La bibliothèque libre.
Lecoffre (Œuvres complètes volume 11, 1873p. 33-36).

VII
A M. L.
Paris, 9 mars 1843

Mon cher ami, Vous devez me trouver bien coupable. Après tant de projets de travail concertés ensemble, après tant. de bons entretiens échanges, mon silence de deux mois peut vous paraître inexcusable. Il le serait en effet, si deux grands travaux, l’un pour le Correspondant[1] , l’autre pour les Annales de la Propagation de la Foi[2], n’avaient rempli toutes mes heures et vous savez que mes devoirs ne m’en laissent pas beaucoup. Je viens d’achever six semaines des plus laborieuses que j’aie passées en ma vie ; me refusant toute distraction, et prenant sur mes nuits. Vous savez combien j’ai la composition difficile, et j’ai besoin plus que jamais de ne pas laisser rouiller ma plume elle devient comme une vieille rapière qu’on ne peut plus tirer du fourreau. Vous recevrez mon article imprimé à part, avec un bout d’exorde qui en fait ce qu’il était d’abord, la première leçon et le plan général de mon cours pour cette année. J’aimerais que’vous m’en dissiez votre sentiment.

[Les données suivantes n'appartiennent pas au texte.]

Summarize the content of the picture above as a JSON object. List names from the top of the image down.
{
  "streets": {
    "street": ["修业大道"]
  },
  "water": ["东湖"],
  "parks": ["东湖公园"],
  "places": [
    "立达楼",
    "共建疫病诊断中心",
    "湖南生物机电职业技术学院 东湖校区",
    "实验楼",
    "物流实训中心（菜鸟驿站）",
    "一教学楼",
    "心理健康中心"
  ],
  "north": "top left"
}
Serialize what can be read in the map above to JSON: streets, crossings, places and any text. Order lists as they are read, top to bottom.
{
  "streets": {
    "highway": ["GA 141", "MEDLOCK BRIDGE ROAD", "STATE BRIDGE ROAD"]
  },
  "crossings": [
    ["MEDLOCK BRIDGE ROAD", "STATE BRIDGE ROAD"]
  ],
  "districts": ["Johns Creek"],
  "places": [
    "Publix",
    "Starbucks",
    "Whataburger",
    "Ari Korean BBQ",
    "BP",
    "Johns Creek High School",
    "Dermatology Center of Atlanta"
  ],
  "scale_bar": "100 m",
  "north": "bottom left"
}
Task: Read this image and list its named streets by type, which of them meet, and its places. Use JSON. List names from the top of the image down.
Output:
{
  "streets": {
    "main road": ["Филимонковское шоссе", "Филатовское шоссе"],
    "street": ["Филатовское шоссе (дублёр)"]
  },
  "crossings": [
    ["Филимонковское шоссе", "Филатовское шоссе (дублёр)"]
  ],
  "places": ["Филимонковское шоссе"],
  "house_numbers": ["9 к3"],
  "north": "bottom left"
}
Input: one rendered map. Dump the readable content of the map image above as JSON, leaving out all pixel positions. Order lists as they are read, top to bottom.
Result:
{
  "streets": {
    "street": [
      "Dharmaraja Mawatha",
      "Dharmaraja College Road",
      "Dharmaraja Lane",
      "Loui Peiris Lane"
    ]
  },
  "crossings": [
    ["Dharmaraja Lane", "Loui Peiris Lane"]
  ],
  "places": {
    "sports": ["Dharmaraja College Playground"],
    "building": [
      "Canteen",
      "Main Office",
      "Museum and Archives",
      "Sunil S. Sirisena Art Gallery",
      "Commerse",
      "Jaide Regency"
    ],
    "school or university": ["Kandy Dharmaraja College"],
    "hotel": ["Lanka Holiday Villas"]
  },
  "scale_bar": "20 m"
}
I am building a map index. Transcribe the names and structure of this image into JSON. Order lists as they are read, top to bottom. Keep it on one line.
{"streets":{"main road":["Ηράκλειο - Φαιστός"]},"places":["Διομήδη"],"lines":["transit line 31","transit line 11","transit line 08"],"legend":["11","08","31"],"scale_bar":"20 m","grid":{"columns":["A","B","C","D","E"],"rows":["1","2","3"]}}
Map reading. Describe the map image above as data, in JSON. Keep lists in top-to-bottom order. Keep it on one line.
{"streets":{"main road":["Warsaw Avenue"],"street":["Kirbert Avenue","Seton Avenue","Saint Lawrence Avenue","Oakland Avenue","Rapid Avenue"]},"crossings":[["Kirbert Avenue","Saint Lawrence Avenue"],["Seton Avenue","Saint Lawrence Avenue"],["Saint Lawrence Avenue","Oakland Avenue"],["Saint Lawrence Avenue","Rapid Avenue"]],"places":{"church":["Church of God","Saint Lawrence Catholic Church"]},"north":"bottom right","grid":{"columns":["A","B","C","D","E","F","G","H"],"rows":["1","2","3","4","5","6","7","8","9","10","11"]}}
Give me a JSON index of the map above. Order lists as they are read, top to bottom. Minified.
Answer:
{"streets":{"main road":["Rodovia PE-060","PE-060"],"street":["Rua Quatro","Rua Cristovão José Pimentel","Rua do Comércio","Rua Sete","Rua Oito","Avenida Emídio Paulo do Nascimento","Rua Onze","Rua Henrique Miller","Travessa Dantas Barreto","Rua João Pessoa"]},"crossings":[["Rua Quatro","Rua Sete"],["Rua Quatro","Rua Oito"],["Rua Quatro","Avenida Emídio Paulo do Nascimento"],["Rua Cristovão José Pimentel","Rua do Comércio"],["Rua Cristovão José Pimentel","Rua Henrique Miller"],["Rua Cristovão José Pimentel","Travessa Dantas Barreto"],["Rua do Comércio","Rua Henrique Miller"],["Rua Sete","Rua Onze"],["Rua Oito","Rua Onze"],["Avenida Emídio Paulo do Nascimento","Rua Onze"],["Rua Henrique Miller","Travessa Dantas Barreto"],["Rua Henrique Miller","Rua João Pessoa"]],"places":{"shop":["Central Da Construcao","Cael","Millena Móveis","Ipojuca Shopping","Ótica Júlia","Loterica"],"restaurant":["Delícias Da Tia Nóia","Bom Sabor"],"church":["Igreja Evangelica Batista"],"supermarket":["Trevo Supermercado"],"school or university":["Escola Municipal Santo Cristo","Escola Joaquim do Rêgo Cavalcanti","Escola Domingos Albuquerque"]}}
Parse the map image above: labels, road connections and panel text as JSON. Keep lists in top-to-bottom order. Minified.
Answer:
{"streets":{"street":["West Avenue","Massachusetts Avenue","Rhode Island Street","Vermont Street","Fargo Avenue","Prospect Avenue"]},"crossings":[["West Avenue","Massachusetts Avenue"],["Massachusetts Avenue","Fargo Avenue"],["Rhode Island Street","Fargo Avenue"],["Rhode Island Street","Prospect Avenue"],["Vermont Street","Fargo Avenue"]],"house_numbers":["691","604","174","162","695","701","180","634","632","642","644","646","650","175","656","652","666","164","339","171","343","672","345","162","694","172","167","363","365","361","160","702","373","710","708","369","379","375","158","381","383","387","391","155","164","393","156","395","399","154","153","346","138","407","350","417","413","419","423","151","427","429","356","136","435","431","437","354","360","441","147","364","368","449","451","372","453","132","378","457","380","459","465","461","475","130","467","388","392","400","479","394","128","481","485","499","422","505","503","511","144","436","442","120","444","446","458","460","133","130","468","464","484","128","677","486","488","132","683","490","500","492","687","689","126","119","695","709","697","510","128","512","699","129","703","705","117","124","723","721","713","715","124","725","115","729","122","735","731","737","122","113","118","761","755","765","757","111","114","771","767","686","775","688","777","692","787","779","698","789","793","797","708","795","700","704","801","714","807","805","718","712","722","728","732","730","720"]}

Ne croyez pas cependant, mon cher ami, que j’eusse oublié pour mes études personnelles les desseins de collaboration que nous avions formés. Il y a plus d’un mois, je vis M. Cousin, et je causai longuement avec lui de notre entreprise. Il l’approuva fort. Il trouva surtout le choix de l'Itinerarium excellent. Quant à saint Thomas, il balançait entre la traduction d’un opuscule a choisir entre trois ou quatre qu’il me désignait, ou d’un traité détaché de la Somme, qui aurait l’avantage de mieux montrer sa manière et sa méthode, pourvu néanmoins qu’on traduisit exactement, courageusement, sans mutiler. Il m’engageait à ne point trop tenir à Roger Bacon, m’offrant néanmoins de me donner, si je le voulais, un traité inédit de ce docteur. Il estime que le style de cette version devrait être cherché dans les écrits théologiques de Bossuet, dans la préface de la Perpétuité de Foi d’Arnauld, dans Malebranche, tous excellents modèles d’un langage classique, en même temps que fidèles aux traditions de l’école. Enfin, M. Cousin croit à la possibilité, à la probabilité du succès. D’un autre côté nous avons été moins heureux. Toutes les recherches pour trouver détaches les opuscules de saint Bonaventure sont demeurées inutiles. Mais n’est-ce pas une chose honteuse, déplorable, que dans une ville métropolitaine comme la vôtre, où il y a archevêché, chanoines, séminaires, les œuvres du Docteur Séraphique ne se trouvent nulle part ? Voilà l’effet de l’expulsion des moines. Si vous aviez des Cordeliers,’ soyez sûr qu’elles ne manqueraient pas dans leur bibliothèque.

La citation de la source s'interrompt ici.